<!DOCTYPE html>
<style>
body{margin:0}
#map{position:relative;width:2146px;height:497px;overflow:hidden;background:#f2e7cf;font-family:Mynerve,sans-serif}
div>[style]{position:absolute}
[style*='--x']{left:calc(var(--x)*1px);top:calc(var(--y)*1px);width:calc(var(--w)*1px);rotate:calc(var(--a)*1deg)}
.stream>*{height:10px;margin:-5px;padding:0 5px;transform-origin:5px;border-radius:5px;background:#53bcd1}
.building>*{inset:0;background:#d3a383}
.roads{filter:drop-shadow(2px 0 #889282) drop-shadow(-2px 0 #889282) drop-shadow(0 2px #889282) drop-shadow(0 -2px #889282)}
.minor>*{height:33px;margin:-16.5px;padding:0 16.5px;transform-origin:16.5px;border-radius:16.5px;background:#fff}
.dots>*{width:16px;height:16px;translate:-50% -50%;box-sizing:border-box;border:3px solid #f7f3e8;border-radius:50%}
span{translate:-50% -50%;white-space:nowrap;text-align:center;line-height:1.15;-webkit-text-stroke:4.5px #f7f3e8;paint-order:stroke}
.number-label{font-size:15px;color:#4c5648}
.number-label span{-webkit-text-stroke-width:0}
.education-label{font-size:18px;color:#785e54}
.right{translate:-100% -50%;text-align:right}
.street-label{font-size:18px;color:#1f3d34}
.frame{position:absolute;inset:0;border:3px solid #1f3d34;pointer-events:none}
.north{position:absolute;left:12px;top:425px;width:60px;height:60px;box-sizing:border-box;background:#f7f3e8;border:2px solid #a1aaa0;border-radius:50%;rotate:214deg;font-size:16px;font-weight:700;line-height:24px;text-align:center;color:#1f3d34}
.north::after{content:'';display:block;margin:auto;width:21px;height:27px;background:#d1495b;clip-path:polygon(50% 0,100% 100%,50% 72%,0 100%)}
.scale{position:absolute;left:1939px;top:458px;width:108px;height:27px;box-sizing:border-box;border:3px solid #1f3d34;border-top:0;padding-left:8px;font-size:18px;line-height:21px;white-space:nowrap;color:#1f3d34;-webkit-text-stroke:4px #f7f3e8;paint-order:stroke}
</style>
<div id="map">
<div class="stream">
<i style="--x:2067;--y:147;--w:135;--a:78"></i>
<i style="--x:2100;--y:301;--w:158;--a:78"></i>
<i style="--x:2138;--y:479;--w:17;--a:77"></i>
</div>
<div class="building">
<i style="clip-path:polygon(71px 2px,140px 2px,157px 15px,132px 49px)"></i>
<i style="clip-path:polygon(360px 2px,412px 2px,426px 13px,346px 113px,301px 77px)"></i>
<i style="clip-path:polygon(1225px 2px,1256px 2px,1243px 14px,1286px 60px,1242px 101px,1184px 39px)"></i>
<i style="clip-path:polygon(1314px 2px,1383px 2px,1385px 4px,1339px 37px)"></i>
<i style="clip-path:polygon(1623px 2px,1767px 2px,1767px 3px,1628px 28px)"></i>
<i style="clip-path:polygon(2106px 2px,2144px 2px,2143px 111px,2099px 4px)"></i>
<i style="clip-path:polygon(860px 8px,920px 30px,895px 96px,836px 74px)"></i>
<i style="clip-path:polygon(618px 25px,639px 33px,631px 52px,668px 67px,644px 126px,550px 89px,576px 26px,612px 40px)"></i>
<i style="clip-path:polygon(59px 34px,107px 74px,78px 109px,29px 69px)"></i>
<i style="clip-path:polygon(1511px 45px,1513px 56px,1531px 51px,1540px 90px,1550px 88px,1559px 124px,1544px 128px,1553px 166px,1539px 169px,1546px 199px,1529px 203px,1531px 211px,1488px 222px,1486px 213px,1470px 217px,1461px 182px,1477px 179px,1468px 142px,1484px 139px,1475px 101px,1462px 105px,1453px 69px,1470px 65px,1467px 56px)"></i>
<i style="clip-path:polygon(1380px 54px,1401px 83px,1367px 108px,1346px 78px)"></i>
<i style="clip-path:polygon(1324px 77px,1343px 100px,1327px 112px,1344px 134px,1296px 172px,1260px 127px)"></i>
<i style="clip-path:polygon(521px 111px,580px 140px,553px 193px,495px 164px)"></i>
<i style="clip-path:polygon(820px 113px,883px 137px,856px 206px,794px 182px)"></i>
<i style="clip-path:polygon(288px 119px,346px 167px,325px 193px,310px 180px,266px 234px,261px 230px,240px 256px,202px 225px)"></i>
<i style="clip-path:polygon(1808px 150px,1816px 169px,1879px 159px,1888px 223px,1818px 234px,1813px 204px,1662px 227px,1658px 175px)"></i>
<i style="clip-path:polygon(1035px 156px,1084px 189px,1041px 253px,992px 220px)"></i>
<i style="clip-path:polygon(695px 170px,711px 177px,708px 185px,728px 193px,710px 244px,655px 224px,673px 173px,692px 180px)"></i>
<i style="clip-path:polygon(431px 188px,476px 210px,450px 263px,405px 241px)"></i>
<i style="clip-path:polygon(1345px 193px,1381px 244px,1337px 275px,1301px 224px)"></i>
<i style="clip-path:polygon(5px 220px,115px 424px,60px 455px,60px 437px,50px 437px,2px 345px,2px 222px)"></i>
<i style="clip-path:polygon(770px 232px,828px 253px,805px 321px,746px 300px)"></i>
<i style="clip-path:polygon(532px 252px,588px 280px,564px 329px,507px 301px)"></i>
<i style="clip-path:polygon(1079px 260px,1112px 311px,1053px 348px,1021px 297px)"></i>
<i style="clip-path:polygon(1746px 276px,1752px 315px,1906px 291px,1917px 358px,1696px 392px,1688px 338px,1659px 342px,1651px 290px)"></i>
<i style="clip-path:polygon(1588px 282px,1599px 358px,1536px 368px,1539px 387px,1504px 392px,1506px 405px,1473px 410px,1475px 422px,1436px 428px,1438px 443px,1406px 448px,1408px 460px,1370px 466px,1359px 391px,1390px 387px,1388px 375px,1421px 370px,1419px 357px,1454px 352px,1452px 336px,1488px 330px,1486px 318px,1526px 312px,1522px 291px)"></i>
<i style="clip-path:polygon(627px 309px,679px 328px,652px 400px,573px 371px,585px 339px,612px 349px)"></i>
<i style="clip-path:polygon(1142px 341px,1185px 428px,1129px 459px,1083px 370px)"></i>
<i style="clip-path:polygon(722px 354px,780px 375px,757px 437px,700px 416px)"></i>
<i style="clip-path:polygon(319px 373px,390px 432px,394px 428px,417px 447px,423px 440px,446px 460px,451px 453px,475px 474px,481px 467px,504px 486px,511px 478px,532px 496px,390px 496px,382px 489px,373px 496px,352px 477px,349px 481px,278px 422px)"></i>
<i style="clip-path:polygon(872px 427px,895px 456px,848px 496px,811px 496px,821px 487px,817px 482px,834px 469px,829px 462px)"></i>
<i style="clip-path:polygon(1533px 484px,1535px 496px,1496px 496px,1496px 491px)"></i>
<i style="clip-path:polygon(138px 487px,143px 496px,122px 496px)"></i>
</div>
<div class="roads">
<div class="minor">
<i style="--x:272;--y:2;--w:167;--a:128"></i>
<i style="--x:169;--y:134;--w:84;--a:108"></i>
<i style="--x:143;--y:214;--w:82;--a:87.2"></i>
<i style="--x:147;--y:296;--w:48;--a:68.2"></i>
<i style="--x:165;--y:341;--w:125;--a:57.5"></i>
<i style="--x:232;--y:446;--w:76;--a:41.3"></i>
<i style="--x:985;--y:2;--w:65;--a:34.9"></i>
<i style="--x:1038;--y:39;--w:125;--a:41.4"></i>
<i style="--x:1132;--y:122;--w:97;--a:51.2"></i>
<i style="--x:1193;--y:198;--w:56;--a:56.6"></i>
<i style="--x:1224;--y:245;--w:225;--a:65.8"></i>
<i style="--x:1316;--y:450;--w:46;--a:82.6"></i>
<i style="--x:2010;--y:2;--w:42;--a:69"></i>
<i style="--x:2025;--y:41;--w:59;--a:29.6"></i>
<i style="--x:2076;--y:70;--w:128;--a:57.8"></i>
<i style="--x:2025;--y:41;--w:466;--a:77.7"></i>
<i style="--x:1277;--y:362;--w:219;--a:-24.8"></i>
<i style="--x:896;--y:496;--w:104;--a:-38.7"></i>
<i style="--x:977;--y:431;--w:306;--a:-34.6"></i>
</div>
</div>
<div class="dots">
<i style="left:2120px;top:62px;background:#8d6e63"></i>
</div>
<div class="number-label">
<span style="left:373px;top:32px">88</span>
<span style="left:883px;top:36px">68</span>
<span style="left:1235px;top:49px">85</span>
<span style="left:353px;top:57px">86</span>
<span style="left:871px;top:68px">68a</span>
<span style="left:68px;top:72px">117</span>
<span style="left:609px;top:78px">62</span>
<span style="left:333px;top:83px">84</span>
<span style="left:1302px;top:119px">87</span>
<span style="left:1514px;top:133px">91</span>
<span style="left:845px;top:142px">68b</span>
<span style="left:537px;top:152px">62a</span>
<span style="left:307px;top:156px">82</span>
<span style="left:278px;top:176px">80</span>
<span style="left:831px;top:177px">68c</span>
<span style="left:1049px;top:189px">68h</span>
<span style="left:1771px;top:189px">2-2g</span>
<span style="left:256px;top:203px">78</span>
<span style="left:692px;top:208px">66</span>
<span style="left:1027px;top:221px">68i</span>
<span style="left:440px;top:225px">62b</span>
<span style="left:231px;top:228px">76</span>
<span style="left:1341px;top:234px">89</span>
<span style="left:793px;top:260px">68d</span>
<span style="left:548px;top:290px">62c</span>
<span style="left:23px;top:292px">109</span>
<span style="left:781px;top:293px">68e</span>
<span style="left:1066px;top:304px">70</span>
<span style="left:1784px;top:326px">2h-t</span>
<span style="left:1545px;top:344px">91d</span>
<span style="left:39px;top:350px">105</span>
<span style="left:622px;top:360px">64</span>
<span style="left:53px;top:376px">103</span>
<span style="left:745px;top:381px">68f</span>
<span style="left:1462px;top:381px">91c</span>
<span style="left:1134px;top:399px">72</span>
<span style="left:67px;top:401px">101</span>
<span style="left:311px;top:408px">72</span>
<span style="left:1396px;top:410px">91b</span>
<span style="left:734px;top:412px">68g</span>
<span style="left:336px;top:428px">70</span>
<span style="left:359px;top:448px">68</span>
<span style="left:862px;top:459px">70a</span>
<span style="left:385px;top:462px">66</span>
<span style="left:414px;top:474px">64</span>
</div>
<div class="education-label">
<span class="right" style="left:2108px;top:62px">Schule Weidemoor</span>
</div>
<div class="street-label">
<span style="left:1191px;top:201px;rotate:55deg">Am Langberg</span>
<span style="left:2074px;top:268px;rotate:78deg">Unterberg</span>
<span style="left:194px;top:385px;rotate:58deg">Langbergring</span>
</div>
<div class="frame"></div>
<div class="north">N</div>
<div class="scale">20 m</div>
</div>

* * * * * * *

# [Work required]
Among the lines of the preceding data, which ones hold the word "stream"? List them.

# [Expected answer]
.stream>*{height:10px;margin:-5px;padding:0 5px;transform-origin:5px;border-radius:5px;background:#53bcd1}
<div class="stream">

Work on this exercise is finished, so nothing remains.